Assignment
Could you copy out all of the entries exactly?

──────

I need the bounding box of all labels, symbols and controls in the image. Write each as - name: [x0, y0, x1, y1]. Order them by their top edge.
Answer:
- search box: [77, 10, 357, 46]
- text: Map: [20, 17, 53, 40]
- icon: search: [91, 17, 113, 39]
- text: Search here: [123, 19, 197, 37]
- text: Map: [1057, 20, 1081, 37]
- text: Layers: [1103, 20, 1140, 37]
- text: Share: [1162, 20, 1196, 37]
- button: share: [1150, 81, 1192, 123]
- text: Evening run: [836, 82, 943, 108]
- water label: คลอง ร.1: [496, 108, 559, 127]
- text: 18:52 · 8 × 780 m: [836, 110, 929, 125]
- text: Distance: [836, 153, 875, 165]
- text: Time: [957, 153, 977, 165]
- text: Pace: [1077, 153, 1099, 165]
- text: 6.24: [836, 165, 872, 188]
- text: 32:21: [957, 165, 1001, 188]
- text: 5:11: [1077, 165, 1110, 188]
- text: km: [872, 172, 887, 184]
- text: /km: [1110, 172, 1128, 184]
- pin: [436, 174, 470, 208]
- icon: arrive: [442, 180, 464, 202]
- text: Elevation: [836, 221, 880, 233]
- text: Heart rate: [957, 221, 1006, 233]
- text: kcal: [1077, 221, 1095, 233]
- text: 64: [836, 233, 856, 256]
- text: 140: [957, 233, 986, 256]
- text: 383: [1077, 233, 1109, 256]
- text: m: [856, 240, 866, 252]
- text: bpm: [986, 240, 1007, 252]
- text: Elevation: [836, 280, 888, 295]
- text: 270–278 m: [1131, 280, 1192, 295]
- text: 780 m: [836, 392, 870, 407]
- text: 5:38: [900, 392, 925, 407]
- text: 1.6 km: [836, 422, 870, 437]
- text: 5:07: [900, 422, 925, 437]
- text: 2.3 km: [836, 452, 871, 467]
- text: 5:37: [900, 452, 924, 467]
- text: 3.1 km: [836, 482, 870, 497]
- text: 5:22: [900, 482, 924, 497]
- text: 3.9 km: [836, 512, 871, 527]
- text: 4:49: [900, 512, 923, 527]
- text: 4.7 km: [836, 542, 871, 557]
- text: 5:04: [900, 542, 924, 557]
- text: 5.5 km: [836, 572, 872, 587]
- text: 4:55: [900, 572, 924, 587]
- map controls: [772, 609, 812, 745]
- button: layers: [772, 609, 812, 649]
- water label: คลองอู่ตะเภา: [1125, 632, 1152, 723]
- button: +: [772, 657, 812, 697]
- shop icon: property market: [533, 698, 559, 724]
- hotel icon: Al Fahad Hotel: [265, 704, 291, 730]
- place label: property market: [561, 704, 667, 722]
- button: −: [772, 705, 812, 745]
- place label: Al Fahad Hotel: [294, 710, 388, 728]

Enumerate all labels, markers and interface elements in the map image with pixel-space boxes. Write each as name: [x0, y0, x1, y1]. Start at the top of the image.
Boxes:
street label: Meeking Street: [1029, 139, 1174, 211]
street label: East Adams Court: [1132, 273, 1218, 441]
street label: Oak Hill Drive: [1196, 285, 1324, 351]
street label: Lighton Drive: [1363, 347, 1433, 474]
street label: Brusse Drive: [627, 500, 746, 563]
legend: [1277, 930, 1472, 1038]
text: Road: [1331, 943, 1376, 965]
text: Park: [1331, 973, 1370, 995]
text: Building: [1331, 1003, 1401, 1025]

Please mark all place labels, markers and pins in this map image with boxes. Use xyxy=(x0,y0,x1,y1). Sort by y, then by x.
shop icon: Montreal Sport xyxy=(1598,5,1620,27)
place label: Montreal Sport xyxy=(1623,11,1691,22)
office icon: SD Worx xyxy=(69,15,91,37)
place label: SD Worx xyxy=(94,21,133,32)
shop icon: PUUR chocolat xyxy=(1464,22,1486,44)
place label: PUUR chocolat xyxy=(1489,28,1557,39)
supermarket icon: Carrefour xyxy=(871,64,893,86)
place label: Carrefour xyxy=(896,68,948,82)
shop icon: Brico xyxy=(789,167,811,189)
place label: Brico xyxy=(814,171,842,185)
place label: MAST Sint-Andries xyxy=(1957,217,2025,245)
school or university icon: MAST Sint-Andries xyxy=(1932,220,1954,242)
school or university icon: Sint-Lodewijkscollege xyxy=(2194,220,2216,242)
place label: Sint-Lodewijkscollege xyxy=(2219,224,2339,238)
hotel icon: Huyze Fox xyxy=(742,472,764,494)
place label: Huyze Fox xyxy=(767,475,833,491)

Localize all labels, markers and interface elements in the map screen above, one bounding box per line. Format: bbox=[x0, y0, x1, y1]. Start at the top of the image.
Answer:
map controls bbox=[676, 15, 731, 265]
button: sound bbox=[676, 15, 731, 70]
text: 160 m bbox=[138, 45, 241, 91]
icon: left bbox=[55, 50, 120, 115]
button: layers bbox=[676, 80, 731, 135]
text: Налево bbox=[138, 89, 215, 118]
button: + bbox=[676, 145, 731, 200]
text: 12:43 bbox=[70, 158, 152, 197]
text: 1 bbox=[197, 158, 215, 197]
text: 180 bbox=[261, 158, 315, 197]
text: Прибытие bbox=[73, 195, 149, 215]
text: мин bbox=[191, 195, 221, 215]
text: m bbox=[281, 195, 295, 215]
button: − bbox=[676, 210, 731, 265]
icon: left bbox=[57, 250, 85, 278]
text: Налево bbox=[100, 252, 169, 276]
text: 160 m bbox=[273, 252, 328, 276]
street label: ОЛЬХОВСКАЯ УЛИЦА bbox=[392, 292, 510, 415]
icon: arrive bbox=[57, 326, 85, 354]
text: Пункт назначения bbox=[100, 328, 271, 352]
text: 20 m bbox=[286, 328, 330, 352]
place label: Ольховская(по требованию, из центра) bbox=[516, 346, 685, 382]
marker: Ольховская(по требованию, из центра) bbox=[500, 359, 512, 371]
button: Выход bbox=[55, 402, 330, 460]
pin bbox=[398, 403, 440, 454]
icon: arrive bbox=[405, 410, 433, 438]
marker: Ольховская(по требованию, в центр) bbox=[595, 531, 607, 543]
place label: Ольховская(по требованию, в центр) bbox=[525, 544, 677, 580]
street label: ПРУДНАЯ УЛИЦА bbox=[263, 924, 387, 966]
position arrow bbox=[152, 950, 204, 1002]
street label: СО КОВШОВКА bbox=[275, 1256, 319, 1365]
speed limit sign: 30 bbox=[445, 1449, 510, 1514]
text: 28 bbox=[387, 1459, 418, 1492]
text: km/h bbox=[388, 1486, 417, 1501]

──────

Answer space
I need the bounding box of all labels, symbols and controls in the image. Write each as - name: [x0, y0, x1, y1]. Order them by their top edge.
Answer:
- search box: [77, 10, 357, 46]
- text: Map: [20, 17, 53, 40]
- icon: search: [91, 17, 113, 39]
- text: Search here: [123, 19, 197, 37]
- text: Map: [1057, 20, 1081, 37]
- text: Layers: [1103, 20, 1140, 37]
- text: Share: [1162, 20, 1196, 37]
- button: share: [1150, 81, 1192, 123]
- text: Evening run: [836, 82, 943, 108]
- water label: คลอง ร.1: [496, 108, 559, 127]
- text: 18:52 · 8 × 780 m: [836, 110, 929, 125]
- text: Distance: [836, 153, 875, 165]
- text: Time: [957, 153, 977, 165]
- text: Pace: [1077, 153, 1099, 165]
- text: 6.24: [836, 165, 872, 188]
- text: 32:21: [957, 165, 1001, 188]
- text: 5:11: [1077, 165, 1110, 188]
- text: km: [872, 172, 887, 184]
- text: /km: [1110, 172, 1128, 184]
- pin: [436, 174, 470, 208]
- icon: arrive: [442, 180, 464, 202]
- text: Elevation: [836, 221, 880, 233]
- text: Heart rate: [957, 221, 1006, 233]
- text: kcal: [1077, 221, 1095, 233]
- text: 64: [836, 233, 856, 256]
- text: 140: [957, 233, 986, 256]
- text: 383: [1077, 233, 1109, 256]
- text: m: [856, 240, 866, 252]
- text: bpm: [986, 240, 1007, 252]
- text: Elevation: [836, 280, 888, 295]
- text: 270–278 m: [1131, 280, 1192, 295]
- text: 780 m: [836, 392, 870, 407]
- text: 5:38: [900, 392, 925, 407]
- text: 1.6 km: [836, 422, 870, 437]
- text: 5:07: [900, 422, 925, 437]
- text: 2.3 km: [836, 452, 871, 467]
- text: 5:37: [900, 452, 924, 467]
- text: 3.1 km: [836, 482, 870, 497]
- text: 5:22: [900, 482, 924, 497]
- text: 3.9 km: [836, 512, 871, 527]
- text: 4:49: [900, 512, 923, 527]
- text: 4.7 km: [836, 542, 871, 557]
- text: 5:04: [900, 542, 924, 557]
- text: 5.5 km: [836, 572, 872, 587]
- text: 4:55: [900, 572, 924, 587]
- map controls: [772, 609, 812, 745]
- button: layers: [772, 609, 812, 649]
- water label: คลองอู่ตะเภา: [1125, 632, 1152, 723]
- button: +: [772, 657, 812, 697]
- shop icon: property market: [533, 698, 559, 724]
- hotel icon: Al Fahad Hotel: [265, 704, 291, 730]
- place label: property market: [561, 704, 667, 722]
- button: −: [772, 705, 812, 745]
- place label: Al Fahad Hotel: [294, 710, 388, 728]

Enumerate all labels, markers and interface elements in the map image with pixel-space boxes. Write each as name: [x0, y0, x1, y1]. Start at the top of the image.
Boxes:
street label: Meeking Street: [1029, 139, 1174, 211]
street label: East Adams Court: [1132, 273, 1218, 441]
street label: Oak Hill Drive: [1196, 285, 1324, 351]
street label: Lighton Drive: [1363, 347, 1433, 474]
street label: Brusse Drive: [627, 500, 746, 563]
legend: [1277, 930, 1472, 1038]
text: Road: [1331, 943, 1376, 965]
text: Park: [1331, 973, 1370, 995]
text: Building: [1331, 1003, 1401, 1025]

Please mark all place labels, markers and pins in this map image with boxes. Use xyxy=(x0,y0,x1,y1). Sort by y, then by x.
shop icon: Montreal Sport xyxy=(1598,5,1620,27)
place label: Montreal Sport xyxy=(1623,11,1691,22)
office icon: SD Worx xyxy=(69,15,91,37)
place label: SD Worx xyxy=(94,21,133,32)
shop icon: PUUR chocolat xyxy=(1464,22,1486,44)
place label: PUUR chocolat xyxy=(1489,28,1557,39)
supermarket icon: Carrefour xyxy=(871,64,893,86)
place label: Carrefour xyxy=(896,68,948,82)
shop icon: Brico xyxy=(789,167,811,189)
place label: Brico xyxy=(814,171,842,185)
place label: MAST Sint-Andries xyxy=(1957,217,2025,245)
school or university icon: MAST Sint-Andries xyxy=(1932,220,1954,242)
school or university icon: Sint-Lodewijkscollege xyxy=(2194,220,2216,242)
place label: Sint-Lodewijkscollege xyxy=(2219,224,2339,238)
hotel icon: Huyze Fox xyxy=(742,472,764,494)
place label: Huyze Fox xyxy=(767,475,833,491)

Localize all labels, markers and interface elements in the map screen above, one bounding box per line. Format: bbox=[x0, y0, x1, y1]. Start at the top of the image.
Answer:
map controls bbox=[676, 15, 731, 265]
button: sound bbox=[676, 15, 731, 70]
text: 160 m bbox=[138, 45, 241, 91]
icon: left bbox=[55, 50, 120, 115]
button: layers bbox=[676, 80, 731, 135]
text: Налево bbox=[138, 89, 215, 118]
button: + bbox=[676, 145, 731, 200]
text: 12:43 bbox=[70, 158, 152, 197]
text: 1 bbox=[197, 158, 215, 197]
text: 180 bbox=[261, 158, 315, 197]
text: Прибытие bbox=[73, 195, 149, 215]
text: мин bbox=[191, 195, 221, 215]
text: m bbox=[281, 195, 295, 215]
button: − bbox=[676, 210, 731, 265]
icon: left bbox=[57, 250, 85, 278]
text: Налево bbox=[100, 252, 169, 276]
text: 160 m bbox=[273, 252, 328, 276]
street label: ОЛЬХОВСКАЯ УЛИЦА bbox=[392, 292, 510, 415]
icon: arrive bbox=[57, 326, 85, 354]
text: Пункт назначения bbox=[100, 328, 271, 352]
text: 20 m bbox=[286, 328, 330, 352]
place label: Ольховская(по требованию, из центра) bbox=[516, 346, 685, 382]
marker: Ольховская(по требованию, из центра) bbox=[500, 359, 512, 371]
button: Выход bbox=[55, 402, 330, 460]
pin bbox=[398, 403, 440, 454]
icon: arrive bbox=[405, 410, 433, 438]
marker: Ольховская(по требованию, в центр) bbox=[595, 531, 607, 543]
place label: Ольховская(по требованию, в центр) bbox=[525, 544, 677, 580]
street label: ПРУДНАЯ УЛИЦА bbox=[263, 924, 387, 966]
position arrow bbox=[152, 950, 204, 1002]
street label: СО КОВШОВКА bbox=[275, 1256, 319, 1365]
speed limit sign: 30 bbox=[445, 1449, 510, 1514]
text: 28 bbox=[387, 1459, 418, 1492]
text: km/h bbox=[388, 1486, 417, 1501]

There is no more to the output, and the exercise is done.